What is surprising was how useful all of this conversation has been in aligning our everyday thinking. Words that we didn’t have before — words we invented for the theory of change — have become a part of everyday thinking and decision making in the office. And, things we’ve believed in for a long time, like transparency and open licensing, have actually become a more real part of our work. Which, in the end, was probably the point.

As I leave the Foundation (last day 😦 today), I promised to do one more iteration based on recent conversations. It looks like this [big version] …

The aim was to simplify as much as possible, just showing the essence. Also, there are lots of changes to some of the core language we are using.
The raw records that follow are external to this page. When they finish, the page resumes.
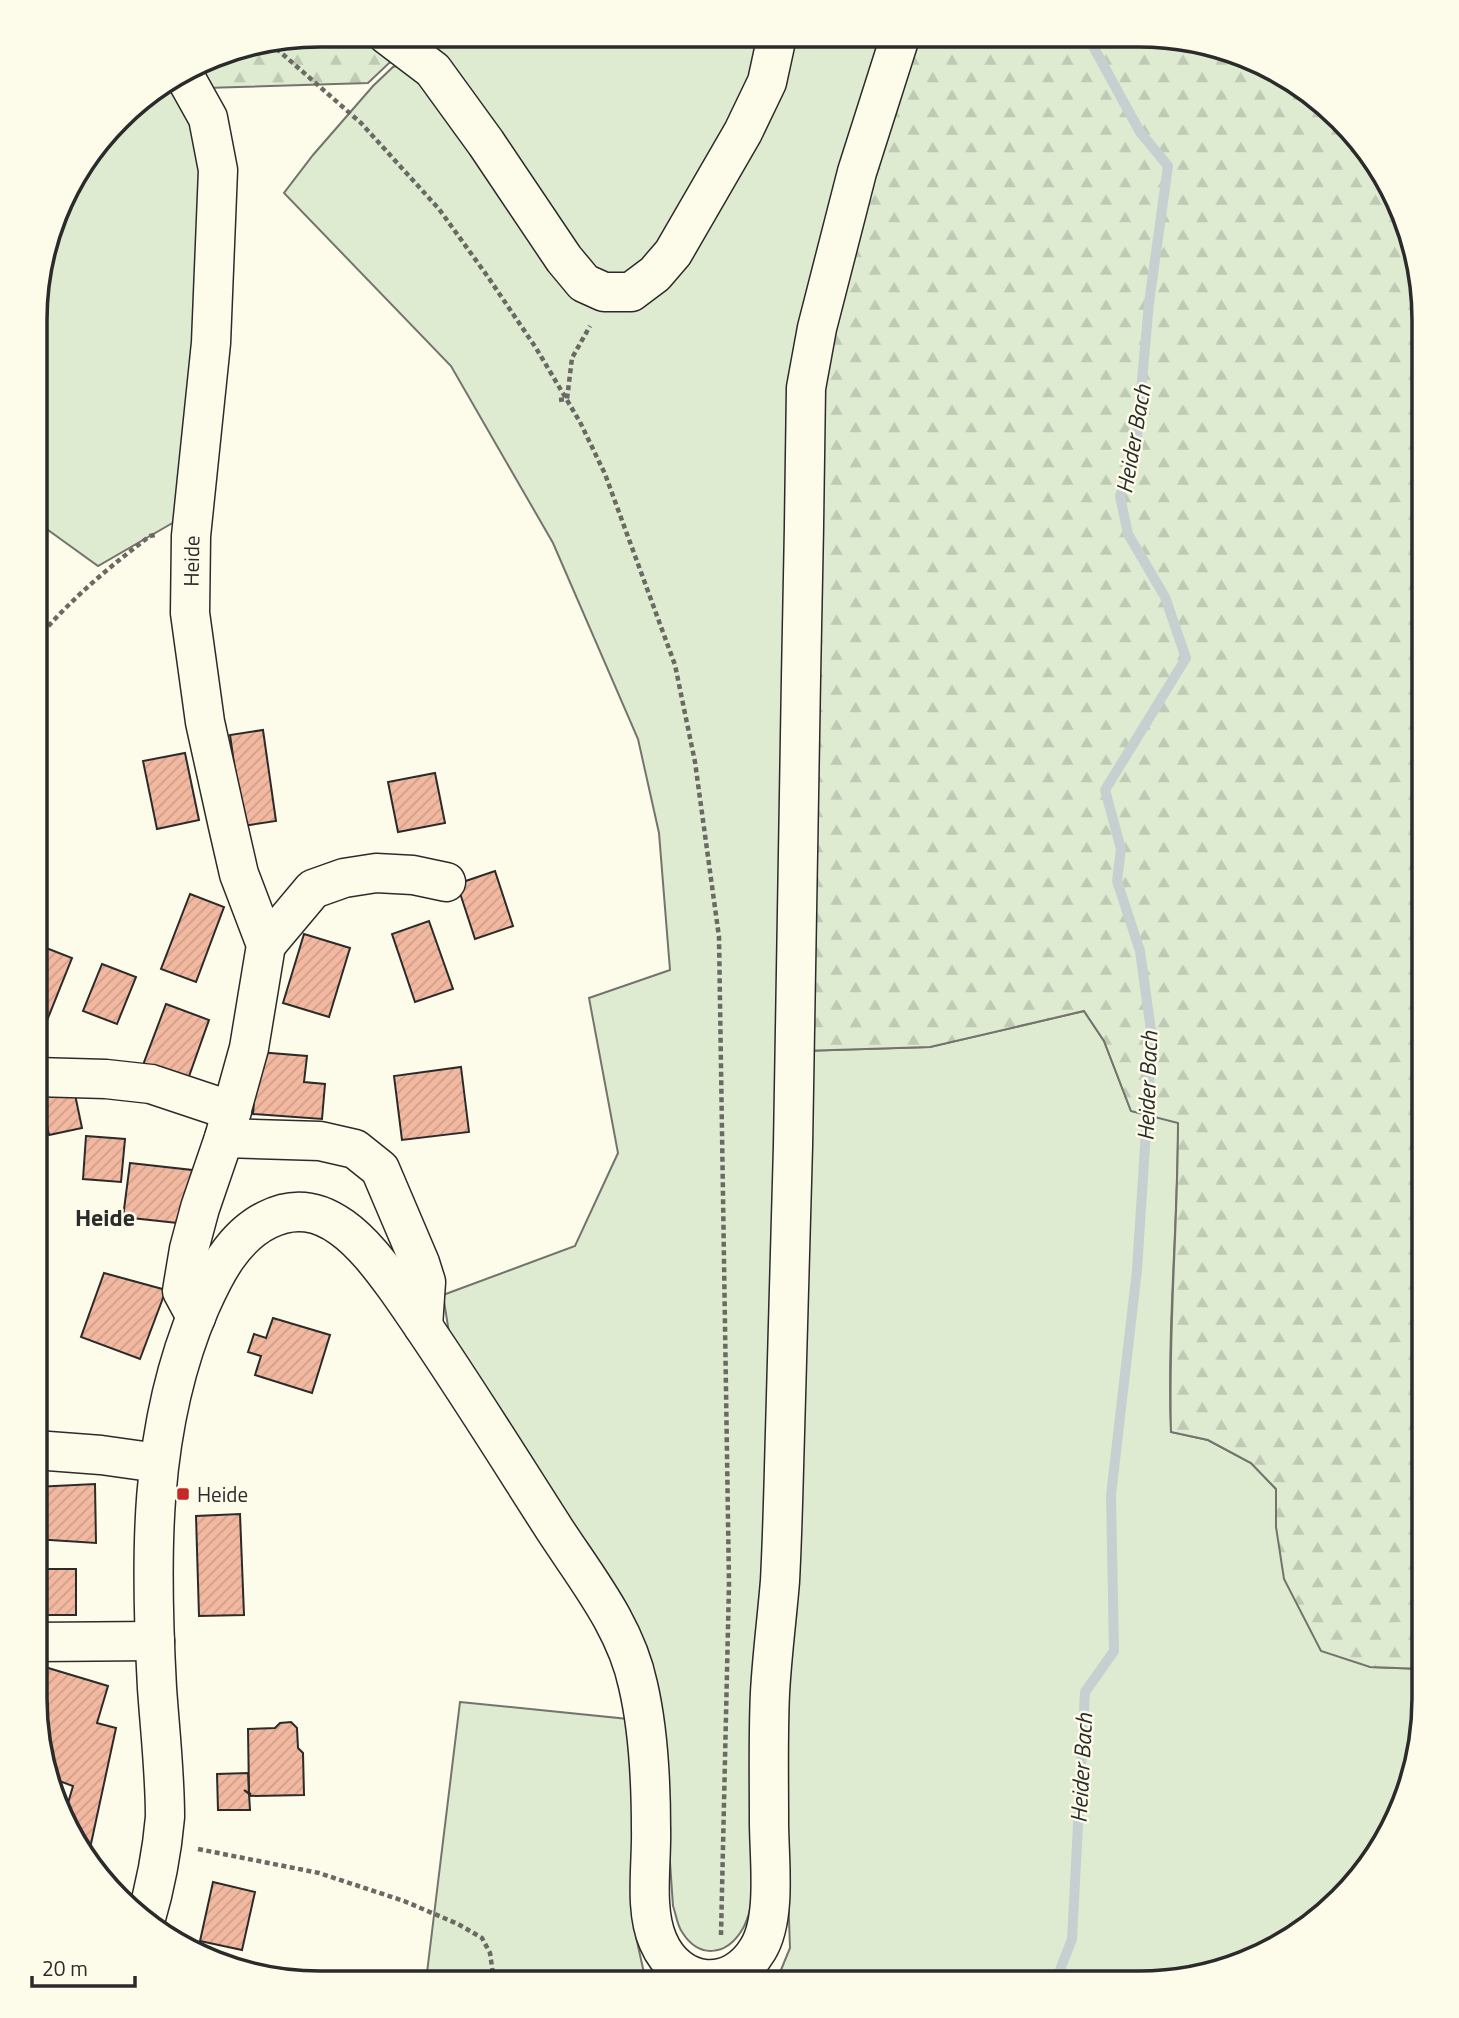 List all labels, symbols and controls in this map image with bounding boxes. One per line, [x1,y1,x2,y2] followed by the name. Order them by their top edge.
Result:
[1106,381,1160,496] water label: Heider Bach
[175,535,207,587] street label: Heide
[1128,1030,1166,1141] water label: Heider Bach
[75,1199,135,1235] district label: Heide
[197,1478,248,1510] place label: Heide
[175,1486,191,1502] marker: Heide
[1061,1712,1101,1824] water label: Heider Bach
[32,1944,135,1988] scale bar
[42,1952,88,1984] text: 20 m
Also, I agreed to write up a series of notes describing each element on the theory of change with a little more detail. I’ve done this as a (pretty ugly) slide deck …

In the near future, our designer Eugene Badenhorst will soon take a shot at making the above diagram real pretty and then doing a small booklet based on the slides.
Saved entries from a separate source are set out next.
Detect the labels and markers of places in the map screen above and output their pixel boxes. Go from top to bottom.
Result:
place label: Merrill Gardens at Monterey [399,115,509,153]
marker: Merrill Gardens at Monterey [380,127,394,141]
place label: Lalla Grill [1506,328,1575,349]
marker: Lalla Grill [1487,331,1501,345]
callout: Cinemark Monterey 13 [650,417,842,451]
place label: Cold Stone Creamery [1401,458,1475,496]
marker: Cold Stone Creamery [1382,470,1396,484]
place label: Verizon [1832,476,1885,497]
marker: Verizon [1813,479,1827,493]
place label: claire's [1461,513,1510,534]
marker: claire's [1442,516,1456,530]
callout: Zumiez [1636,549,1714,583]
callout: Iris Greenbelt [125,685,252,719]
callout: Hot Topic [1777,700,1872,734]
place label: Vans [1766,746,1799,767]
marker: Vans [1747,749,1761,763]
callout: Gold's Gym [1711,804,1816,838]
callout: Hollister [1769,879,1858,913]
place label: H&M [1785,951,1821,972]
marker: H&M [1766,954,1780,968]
In the meantime, I highly encourage you to start adding thoughts into the mix, especially if you work closely with the Shuttleworth Foundation. Are we on the right track? If we aren’t, what’s missing? If we are, how close is our theory to our practice? Where do we need to work harder? Where are we full of it?

The idea is that this snapshot of our collective brain will continue to evolve, even after the pretty design. Getting feedback — good and bad —  from people who work with us is a critical part of this. Leave comments here, or send mail to Steve Song (the new lead on this), Helen and I.
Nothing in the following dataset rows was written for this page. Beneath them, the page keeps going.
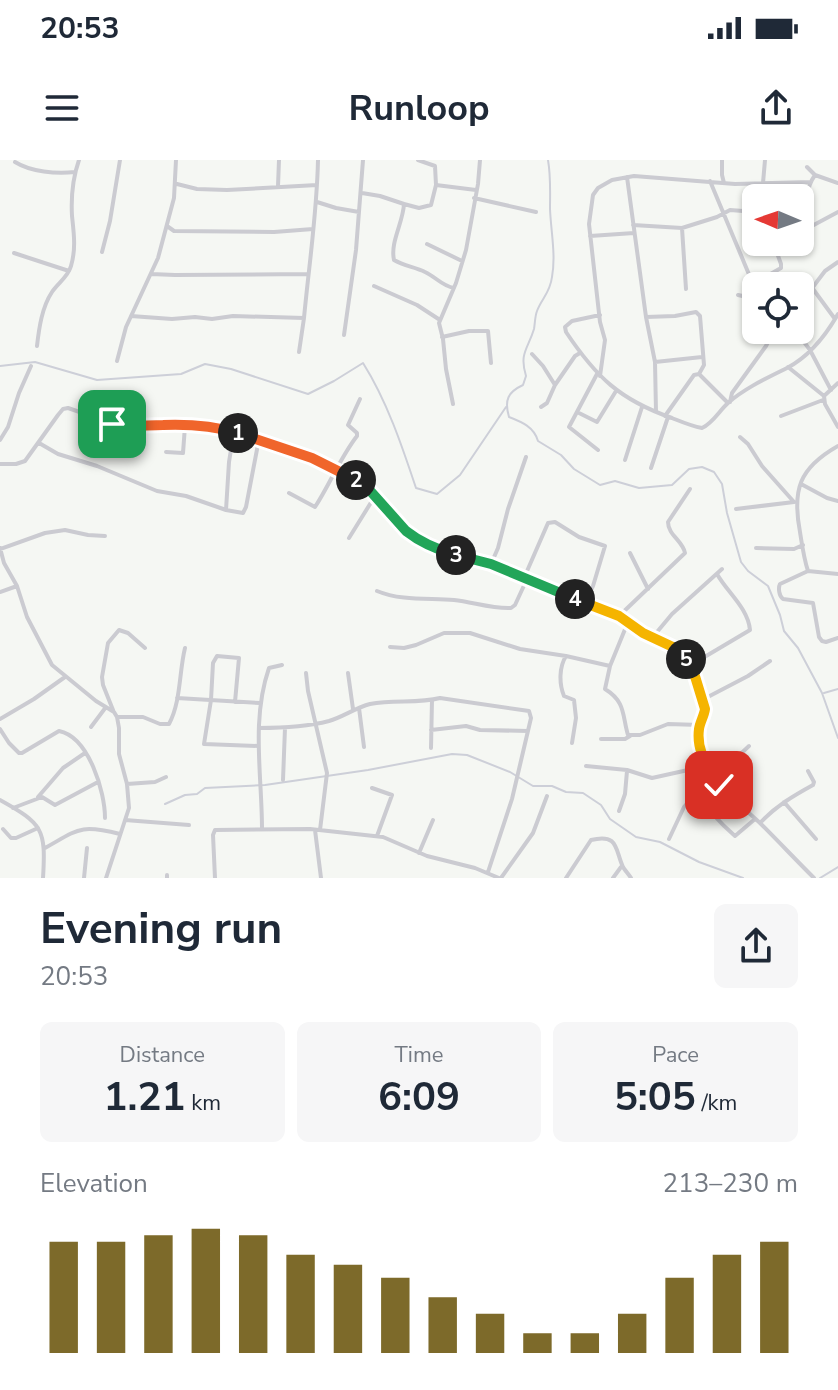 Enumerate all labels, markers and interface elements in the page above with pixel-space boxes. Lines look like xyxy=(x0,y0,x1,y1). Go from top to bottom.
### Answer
text: 20:53 xyxy=(40,8,119,49)
text: Runloop xyxy=(349,84,489,133)
icon: menu xyxy=(40,86,84,130)
icon: share xyxy=(754,86,798,130)
north arrow xyxy=(742,184,814,256)
map controls xyxy=(742,184,814,344)
button: locate xyxy=(742,272,814,344)
pin xyxy=(78,390,146,458)
icon: arrive xyxy=(90,402,134,446)
pin: 1 xyxy=(218,413,258,453)
text: 1 xyxy=(231,418,245,448)
pin: 2 xyxy=(336,460,376,500)
text: 2 xyxy=(349,465,363,495)
pin: 3 xyxy=(436,535,476,575)
text: 3 xyxy=(449,540,463,570)
pin: 4 xyxy=(555,579,595,619)
text: 4 xyxy=(568,584,582,614)
pin: 5 xyxy=(666,639,706,679)
text: 5 xyxy=(679,644,693,674)
pin xyxy=(685,751,753,819)
icon: check xyxy=(697,763,741,807)
text: Evening run xyxy=(40,899,282,959)
button: share xyxy=(714,904,798,988)
text: 20:53 xyxy=(40,959,108,994)
text: Distance xyxy=(120,1040,205,1070)
text: Time xyxy=(395,1040,443,1070)
text: Pace xyxy=(652,1040,699,1070)
text: 1.21 xyxy=(104,1070,186,1124)
text: 6:09 xyxy=(378,1070,460,1124)
text: 5:05 xyxy=(614,1070,696,1124)
text: km xyxy=(186,1088,221,1118)
text: /km xyxy=(696,1088,737,1118)
text: Elevation xyxy=(40,1166,148,1201)
text: 213–230 m xyxy=(662,1166,798,1201)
§ One Response to Evolving Shuttleworth theory of change

  • Thanks for sharing this, Mark. I think that we at ccLearn (and Creative Commons), like many others, are looking to the experience at the Shuttleworth Fdn to understand better how what we do can match what we presume to be. There are two comments I would share, both of which also emerged out of conversations at Open Everything.

    1. I think it is important for both people and organizations to have the support and encouragement to take baby steps towards openness. Sometimes this means making less ideal choices in any one area of interest, at least for a while. Sometimes this means enacting “open” in one space and not another, at least to start. Many organizations (and people) are going to be uncomfortable doing all of this in a self-promotional fashion, and yet it is exactly the recognition and accolades for the opening process that is likely to motivate further change. Perhaps there is some opportunity here for a coalition that can track progress, celebrate small steps, and just engage generally in giving recognition where recognition is due?

    2. The various categories in your visual, especially the methods, suggests a proposal process for orgs like Shuttleworth that make grants. If each proposal was encouraged to capitalize on one or all of the methods as a design principle for the project, couched in the ethos and goals that underlie the broader vision, it might save a lot of time in having to figure out exactly how any given proposal advances the broader cause. For example, if someone is positioned to accelerate a specific idea, regardless of exact impact and how well defined it is as a “project”, that fits nicely into one of the key methods and should be recognized as such. Conversely, a proposal that describes something compelling but ultimately only tangentially related to one or more of the key methods would be downgraded. I’m not exactly sure how all of that would need to play out, but it seems to me to be a potentially interesting (and definitely different) method for determining funding priorities.

    Good luck on similar work with Mozilla!